The main consequence from these findings is the need to consider this effect when modelling membrane problems with low tension. It implies a double difficulty. On the one hand a proper estimation of the value of the pre-strain effect must be done. This is not easy to do, and, in most cases, there is no information to properly establish the value. On the other hand, once it has been obtained, it must be incorporated in the model and as it has been stated, small deviation provides significant response changes.

One of the fields where this effect is relevant is the mechanics of hearing. Among researcher in this field, it is commonly accepted that the tympanic membrane presents a low level of tension, so this effect has been considered negligible in numerical model. According to these results, this effect should be evaluated and taken into account.

Another situation is the manufacturing of micro devices with membrane elements.
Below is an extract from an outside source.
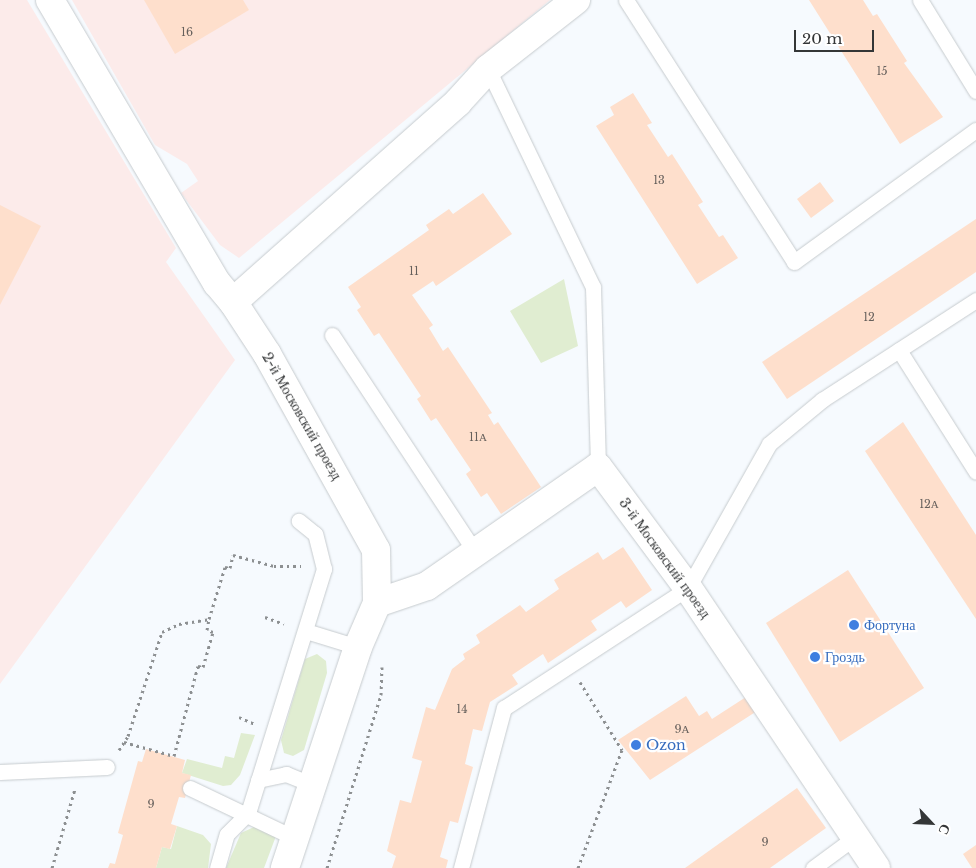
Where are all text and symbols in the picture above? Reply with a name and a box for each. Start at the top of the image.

In this case, the presence of pre-strain is due to effects present during the different manufacturing steps. It can be caused for different reasons: temperature change, material shrinkage, etc. that are difficult to clarify and quantify.

Finally, it must be pointed out a potential application of these results. The complete correlation obtained among pre-strain and natural frequencies opens an experimental option to determinate the level of pre-strain of a membrane system. By fitting experimental and numerical modal frequencies, using model update techniques, an estimation of the level of tension can be made. In this case, the model uncertainties (in term of mechanical properties and geometry) must be limited in order to establish a proper correlation among experimental and numerical results.